Yup, a book. It is a movies and books crit blog after all despite me tipping the balance to one side so far.
From one of my favorite authors, Dean Koontz, comes Forever Odd, the sequel to the hit that was Odd Thomas back in 2003. For those of you who haven't met him, Odd Thomas ("Odd" is actually his name)is a likeable young man who lives in a small town called Pico Mundo in California. An ordinary guy as any you might meet but for one peculiarity. Odd Thomas can see the dead. They appear to him unexpectedly, some looking as good as they did on their best day, some looking as frightening as the day they died. They seem to seek for solace in Odd, even if they can't talk to him. And Odd does his best to do whatever he can for them, even if it involves risking his own life to bring a murderer to justice.
The original novel (SOME SPOILERS IN THE NEXT TWO PARAGRAPHS) introduced us not only to Odd, but to the picturesque residents of Pico Mundo (and not less important, the linguering spirit of Elvis Presley who for some reason now lives with him), in a day when their lives are threatened by a looming tragedy. By the end of that adventure, Odd managed to save the town, and lose what was most precious to him, his beloved girlfriend Stormy Lewellyn.

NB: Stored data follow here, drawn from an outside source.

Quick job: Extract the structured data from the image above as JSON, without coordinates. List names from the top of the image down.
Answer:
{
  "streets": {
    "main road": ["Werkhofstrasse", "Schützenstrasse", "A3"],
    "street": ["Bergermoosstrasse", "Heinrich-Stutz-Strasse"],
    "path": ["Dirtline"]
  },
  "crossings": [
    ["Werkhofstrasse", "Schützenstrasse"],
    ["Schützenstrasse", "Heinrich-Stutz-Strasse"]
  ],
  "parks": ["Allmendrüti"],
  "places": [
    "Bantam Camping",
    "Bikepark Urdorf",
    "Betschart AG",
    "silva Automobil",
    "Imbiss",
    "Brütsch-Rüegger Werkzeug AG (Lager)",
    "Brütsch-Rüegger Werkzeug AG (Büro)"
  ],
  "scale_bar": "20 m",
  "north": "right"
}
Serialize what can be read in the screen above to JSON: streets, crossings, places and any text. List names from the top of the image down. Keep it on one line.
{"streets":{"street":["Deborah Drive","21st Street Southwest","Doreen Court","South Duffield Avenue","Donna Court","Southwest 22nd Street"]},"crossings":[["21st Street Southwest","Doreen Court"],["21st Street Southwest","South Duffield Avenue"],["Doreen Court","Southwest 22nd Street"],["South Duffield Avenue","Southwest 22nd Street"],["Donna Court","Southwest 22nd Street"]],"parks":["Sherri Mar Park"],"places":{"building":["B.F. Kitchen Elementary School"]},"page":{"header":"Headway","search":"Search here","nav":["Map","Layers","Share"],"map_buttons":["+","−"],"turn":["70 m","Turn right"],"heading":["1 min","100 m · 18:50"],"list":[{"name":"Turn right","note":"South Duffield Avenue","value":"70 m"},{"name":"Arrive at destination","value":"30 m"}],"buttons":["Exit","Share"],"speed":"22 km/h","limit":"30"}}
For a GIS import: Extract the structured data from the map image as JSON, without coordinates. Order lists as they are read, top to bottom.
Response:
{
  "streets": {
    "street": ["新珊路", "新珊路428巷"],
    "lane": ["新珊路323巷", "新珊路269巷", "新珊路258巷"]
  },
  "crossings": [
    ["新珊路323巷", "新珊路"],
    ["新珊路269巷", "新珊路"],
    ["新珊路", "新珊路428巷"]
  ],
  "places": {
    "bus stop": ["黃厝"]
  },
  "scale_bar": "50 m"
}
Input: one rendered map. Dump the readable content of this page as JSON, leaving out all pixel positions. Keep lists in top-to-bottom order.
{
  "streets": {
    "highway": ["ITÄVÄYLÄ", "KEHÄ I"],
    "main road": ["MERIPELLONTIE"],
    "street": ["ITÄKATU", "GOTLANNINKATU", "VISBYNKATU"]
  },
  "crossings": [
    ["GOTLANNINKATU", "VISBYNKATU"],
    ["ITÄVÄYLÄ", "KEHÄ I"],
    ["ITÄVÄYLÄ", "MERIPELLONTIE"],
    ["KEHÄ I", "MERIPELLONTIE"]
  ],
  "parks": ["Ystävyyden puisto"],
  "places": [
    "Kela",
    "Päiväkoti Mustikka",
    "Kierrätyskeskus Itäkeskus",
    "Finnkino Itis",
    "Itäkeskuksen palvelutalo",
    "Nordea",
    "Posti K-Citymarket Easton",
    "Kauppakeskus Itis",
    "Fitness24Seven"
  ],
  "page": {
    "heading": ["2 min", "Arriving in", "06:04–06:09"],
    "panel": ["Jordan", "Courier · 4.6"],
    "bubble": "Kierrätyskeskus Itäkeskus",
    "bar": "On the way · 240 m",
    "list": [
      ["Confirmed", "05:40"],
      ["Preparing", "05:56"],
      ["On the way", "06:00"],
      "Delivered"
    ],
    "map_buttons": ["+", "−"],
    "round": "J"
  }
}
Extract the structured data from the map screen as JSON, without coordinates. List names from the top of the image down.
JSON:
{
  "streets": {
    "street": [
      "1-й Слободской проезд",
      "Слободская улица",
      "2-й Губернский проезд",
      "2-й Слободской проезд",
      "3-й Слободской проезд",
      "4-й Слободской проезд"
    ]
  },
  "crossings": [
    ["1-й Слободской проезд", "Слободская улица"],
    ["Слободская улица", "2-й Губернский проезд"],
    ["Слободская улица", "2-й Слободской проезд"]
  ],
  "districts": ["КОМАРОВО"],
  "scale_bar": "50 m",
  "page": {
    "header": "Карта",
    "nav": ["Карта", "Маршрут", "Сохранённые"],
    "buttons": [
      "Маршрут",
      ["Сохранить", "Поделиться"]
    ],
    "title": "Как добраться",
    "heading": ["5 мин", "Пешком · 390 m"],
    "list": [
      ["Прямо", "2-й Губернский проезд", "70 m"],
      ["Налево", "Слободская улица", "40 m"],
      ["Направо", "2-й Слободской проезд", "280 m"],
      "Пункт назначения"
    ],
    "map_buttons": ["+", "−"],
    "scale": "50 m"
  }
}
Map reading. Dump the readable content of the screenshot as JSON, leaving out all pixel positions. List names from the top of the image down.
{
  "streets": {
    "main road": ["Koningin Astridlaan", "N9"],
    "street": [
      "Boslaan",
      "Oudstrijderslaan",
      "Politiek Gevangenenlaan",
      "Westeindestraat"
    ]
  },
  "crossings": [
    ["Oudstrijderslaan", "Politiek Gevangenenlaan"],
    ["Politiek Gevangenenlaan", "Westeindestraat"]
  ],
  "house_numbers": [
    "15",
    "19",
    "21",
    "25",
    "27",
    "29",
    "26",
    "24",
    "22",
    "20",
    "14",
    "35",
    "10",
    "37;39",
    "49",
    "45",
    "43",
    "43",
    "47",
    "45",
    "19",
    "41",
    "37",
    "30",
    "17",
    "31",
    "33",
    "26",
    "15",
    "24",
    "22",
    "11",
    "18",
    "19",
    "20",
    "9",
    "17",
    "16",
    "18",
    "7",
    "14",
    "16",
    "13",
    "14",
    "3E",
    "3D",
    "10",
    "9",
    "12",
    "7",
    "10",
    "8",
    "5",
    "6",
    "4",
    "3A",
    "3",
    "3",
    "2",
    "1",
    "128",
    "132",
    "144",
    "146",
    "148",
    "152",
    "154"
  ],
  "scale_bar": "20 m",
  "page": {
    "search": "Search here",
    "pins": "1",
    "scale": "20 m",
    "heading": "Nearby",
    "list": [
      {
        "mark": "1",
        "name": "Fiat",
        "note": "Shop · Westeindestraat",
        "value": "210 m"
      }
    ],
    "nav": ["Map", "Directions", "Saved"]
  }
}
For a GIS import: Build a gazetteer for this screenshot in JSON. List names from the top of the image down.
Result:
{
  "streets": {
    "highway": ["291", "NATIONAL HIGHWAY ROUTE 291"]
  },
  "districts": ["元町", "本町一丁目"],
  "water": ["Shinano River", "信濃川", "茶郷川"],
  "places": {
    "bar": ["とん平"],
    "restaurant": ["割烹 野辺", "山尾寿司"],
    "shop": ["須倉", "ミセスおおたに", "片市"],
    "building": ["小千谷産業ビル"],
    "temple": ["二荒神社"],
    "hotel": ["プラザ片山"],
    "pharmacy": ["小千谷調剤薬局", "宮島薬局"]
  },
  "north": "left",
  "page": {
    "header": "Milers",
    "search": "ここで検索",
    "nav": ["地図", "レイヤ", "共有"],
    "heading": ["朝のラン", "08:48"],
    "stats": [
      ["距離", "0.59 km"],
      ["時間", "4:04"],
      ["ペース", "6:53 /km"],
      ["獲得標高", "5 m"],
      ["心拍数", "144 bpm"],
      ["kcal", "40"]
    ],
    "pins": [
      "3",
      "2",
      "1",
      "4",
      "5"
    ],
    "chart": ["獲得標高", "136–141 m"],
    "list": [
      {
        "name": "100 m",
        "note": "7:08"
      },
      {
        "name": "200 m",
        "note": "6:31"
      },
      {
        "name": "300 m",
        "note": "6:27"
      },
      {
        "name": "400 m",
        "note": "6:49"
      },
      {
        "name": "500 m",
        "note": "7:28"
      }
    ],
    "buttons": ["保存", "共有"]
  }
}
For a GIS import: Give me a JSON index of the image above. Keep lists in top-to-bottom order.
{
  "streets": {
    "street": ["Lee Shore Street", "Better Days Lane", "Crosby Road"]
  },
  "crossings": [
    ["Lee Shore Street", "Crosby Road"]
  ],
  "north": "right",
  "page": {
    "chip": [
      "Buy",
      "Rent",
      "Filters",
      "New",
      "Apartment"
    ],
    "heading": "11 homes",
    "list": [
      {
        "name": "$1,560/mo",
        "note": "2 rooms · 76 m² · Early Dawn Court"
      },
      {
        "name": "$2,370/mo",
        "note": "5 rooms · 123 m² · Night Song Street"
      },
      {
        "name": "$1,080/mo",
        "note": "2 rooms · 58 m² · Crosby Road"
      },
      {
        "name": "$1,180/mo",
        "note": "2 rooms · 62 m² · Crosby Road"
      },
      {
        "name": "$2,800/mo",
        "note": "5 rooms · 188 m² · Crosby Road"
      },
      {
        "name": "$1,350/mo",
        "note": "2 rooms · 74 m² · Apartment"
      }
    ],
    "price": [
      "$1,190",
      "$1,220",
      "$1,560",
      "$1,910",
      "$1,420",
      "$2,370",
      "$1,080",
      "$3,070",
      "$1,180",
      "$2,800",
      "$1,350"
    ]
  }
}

The sequel finds Odd a year after his loss. He has done his best to move on with his life, but secretly longs for the day he is reunited with Stormy in what she called "service" (acording to her we get three shots at life: the first is boot camp, when we basically train; the second is service, when we go through the real thing; ad the third is one of bliss). Odds attention however is quickly drawn in another direction when he receives the visit of the recently dead Dr. Jessup, who has just been murdered. Odd rushes to the Jessup residence where he realizes that his close friend Danny (Dr. Jessup's son who has a condition known as "brittle bones", that is, his bones are so fragile they can break by the slightest strain) has been abducted. With the aid of yet another gift, that of being able to be drawn psychically to a person he wants to find, Odd is lead through a system of sewers all the way to an abandoned hotel/casino in the middle of the desert, where Danny is held captive by a mysterious woman called Datura, and her two minions, Andre and Robert. When Datura exposes her true motivations, Odd will be forced to outwit Datura in a desperate effort to survive the night.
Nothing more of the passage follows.